[PROVIDED INFORMATION]:

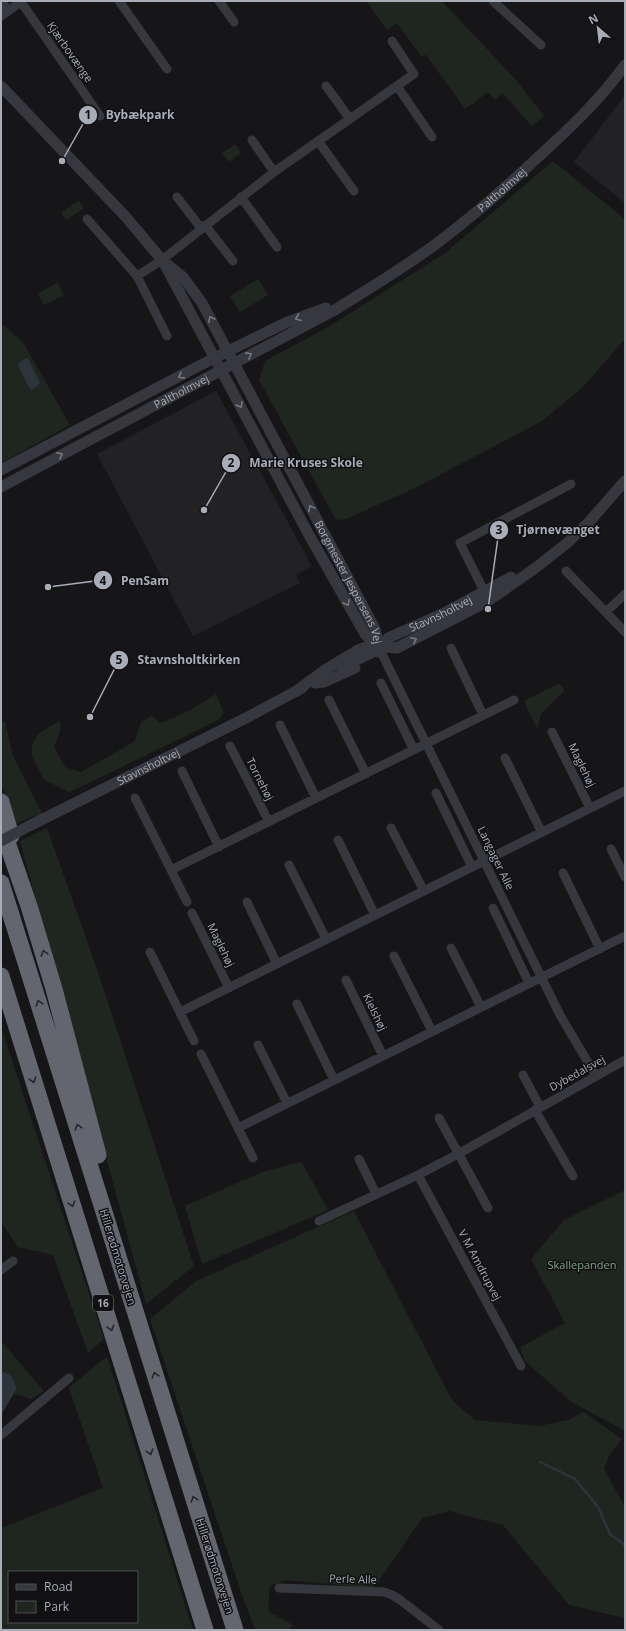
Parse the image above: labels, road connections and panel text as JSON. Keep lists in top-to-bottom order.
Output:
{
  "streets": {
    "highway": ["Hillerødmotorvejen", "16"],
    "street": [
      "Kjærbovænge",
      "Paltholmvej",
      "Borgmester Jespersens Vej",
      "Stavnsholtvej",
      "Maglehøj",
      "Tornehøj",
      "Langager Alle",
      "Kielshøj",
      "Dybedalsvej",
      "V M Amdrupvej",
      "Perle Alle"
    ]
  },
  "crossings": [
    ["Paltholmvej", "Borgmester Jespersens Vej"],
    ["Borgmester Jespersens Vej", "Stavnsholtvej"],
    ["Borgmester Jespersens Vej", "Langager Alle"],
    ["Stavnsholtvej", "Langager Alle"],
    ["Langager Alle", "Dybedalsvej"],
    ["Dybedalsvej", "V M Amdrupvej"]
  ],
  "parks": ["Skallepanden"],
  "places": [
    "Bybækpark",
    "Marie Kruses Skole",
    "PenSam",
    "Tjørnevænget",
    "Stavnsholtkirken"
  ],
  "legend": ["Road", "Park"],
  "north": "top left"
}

[THE PROBLEM]: When you retype the listing above, keep each line exactly as written and drop the pictures.

[ANSWER SECTION]:
Parse the image above: labels, road connections and panel text as JSON. Keep lists in top-to-bottom order.
Output:
{
  "streets": {
    "highway": ["Hillerødmotorvejen", "16"],
    "street": [
      "Kjærbovænge",
      "Paltholmvej",
      "Borgmester Jespersens Vej",
      "Stavnsholtvej",
      "Maglehøj",
      "Tornehøj",
      "Langager Alle",
      "Kielshøj",
      "Dybedalsvej",
      "V M Amdrupvej",
      "Perle Alle"
    ]
  },
  "crossings": [
    ["Paltholmvej", "Borgmester Jespersens Vej"],
    ["Borgmester Jespersens Vej", "Stavnsholtvej"],
    ["Borgmester Jespersens Vej", "Langager Alle"],
    ["Stavnsholtvej", "Langager Alle"],
    ["Langager Alle", "Dybedalsvej"],
    ["Dybedalsvej", "V M Amdrupvej"]
  ],
  "parks": ["Skallepanden"],
  "places": [
    "Bybækpark",
    "Marie Kruses Skole",
    "PenSam",
    "Tjørnevænget",
    "Stavnsholtkirken"
  ],
  "legend": ["Road", "Park"],
  "north": "top left"
}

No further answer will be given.